[YOUR TASK]: Repeat the data exactly, every last line of it.

[INPUT RECORDS]:
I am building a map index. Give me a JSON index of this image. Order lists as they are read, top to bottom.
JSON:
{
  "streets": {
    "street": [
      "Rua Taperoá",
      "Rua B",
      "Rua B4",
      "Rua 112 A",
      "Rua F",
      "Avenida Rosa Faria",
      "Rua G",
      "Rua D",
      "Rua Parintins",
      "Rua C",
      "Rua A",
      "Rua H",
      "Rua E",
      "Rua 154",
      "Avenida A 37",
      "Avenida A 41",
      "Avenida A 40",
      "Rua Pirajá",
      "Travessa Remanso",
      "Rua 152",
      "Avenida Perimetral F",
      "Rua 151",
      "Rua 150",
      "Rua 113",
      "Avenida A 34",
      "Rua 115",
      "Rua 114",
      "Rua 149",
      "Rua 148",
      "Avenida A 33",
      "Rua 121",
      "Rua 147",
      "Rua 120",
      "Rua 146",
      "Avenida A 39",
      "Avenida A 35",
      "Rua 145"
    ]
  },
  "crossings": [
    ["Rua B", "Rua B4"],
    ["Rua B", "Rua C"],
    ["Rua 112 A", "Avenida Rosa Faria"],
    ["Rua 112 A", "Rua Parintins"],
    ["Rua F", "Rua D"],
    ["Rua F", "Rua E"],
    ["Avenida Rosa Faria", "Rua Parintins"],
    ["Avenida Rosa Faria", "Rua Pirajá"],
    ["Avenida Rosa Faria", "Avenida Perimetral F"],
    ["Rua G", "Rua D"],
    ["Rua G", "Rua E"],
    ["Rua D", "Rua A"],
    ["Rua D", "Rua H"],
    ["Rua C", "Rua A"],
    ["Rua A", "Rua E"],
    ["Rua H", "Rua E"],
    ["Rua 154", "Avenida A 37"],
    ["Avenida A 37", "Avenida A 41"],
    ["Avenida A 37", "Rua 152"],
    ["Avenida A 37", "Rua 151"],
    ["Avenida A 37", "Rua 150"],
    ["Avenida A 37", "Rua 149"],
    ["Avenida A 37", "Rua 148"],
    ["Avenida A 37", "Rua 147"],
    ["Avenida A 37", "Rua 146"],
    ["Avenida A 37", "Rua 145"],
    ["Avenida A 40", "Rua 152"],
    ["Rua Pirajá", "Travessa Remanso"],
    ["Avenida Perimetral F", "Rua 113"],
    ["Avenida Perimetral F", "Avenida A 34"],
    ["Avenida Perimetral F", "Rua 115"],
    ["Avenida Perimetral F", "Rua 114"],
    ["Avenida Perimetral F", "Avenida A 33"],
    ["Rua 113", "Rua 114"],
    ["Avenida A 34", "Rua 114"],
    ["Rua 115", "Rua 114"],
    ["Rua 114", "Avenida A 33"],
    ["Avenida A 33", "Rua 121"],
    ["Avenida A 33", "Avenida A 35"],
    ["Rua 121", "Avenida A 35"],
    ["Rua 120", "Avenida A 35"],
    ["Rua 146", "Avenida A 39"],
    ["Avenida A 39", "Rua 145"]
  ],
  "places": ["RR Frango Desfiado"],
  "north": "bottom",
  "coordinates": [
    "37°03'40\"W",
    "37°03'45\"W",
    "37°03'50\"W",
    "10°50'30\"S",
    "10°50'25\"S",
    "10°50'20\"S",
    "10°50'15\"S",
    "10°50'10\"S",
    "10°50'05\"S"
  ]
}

[TASK OUTPUT]:
I am building a map index. Give me a JSON index of this image. Order lists as they are read, top to bottom.
JSON:
{
  "streets": {
    "street": [
      "Rua Taperoá",
      "Rua B",
      "Rua B4",
      "Rua 112 A",
      "Rua F",
      "Avenida Rosa Faria",
      "Rua G",
      "Rua D",
      "Rua Parintins",
      "Rua C",
      "Rua A",
      "Rua H",
      "Rua E",
      "Rua 154",
      "Avenida A 37",
      "Avenida A 41",
      "Avenida A 40",
      "Rua Pirajá",
      "Travessa Remanso",
      "Rua 152",
      "Avenida Perimetral F",
      "Rua 151",
      "Rua 150",
      "Rua 113",
      "Avenida A 34",
      "Rua 115",
      "Rua 114",
      "Rua 149",
      "Rua 148",
      "Avenida A 33",
      "Rua 121",
      "Rua 147",
      "Rua 120",
      "Rua 146",
      "Avenida A 39",
      "Avenida A 35",
      "Rua 145"
    ]
  },
  "crossings": [
    ["Rua B", "Rua B4"],
    ["Rua B", "Rua C"],
    ["Rua 112 A", "Avenida Rosa Faria"],
    ["Rua 112 A", "Rua Parintins"],
    ["Rua F", "Rua D"],
    ["Rua F", "Rua E"],
    ["Avenida Rosa Faria", "Rua Parintins"],
    ["Avenida Rosa Faria", "Rua Pirajá"],
    ["Avenida Rosa Faria", "Avenida Perimetral F"],
    ["Rua G", "Rua D"],
    ["Rua G", "Rua E"],
    ["Rua D", "Rua A"],
    ["Rua D", "Rua H"],
    ["Rua C", "Rua A"],
    ["Rua A", "Rua E"],
    ["Rua H", "Rua E"],
    ["Rua 154", "Avenida A 37"],
    ["Avenida A 37", "Avenida A 41"],
    ["Avenida A 37", "Rua 152"],
    ["Avenida A 37", "Rua 151"],
    ["Avenida A 37", "Rua 150"],
    ["Avenida A 37", "Rua 149"],
    ["Avenida A 37", "Rua 148"],
    ["Avenida A 37", "Rua 147"],
    ["Avenida A 37", "Rua 146"],
    ["Avenida A 37", "Rua 145"],
    ["Avenida A 40", "Rua 152"],
    ["Rua Pirajá", "Travessa Remanso"],
    ["Avenida Perimetral F", "Rua 113"],
    ["Avenida Perimetral F", "Avenida A 34"],
    ["Avenida Perimetral F", "Rua 115"],
    ["Avenida Perimetral F", "Rua 114"],
    ["Avenida Perimetral F", "Avenida A 33"],
    ["Rua 113", "Rua 114"],
    ["Avenida A 34", "Rua 114"],
    ["Rua 115", "Rua 114"],
    ["Rua 114", "Avenida A 33"],
    ["Avenida A 33", "Rua 121"],
    ["Avenida A 33", "Avenida A 35"],
    ["Rua 121", "Avenida A 35"],
    ["Rua 120", "Avenida A 35"],
    ["Rua 146", "Avenida A 39"],
    ["Avenida A 39", "Rua 145"]
  ],
  "places": ["RR Frango Desfiado"],
  "north": "bottom",
  "coordinates": [
    "37°03'40\"W",
    "37°03'45\"W",
    "37°03'50\"W",
    "10°50'30\"S",
    "10°50'25\"S",
    "10°50'20\"S",
    "10°50'15\"S",
    "10°50'10\"S",
    "10°50'05\"S"
  ]
}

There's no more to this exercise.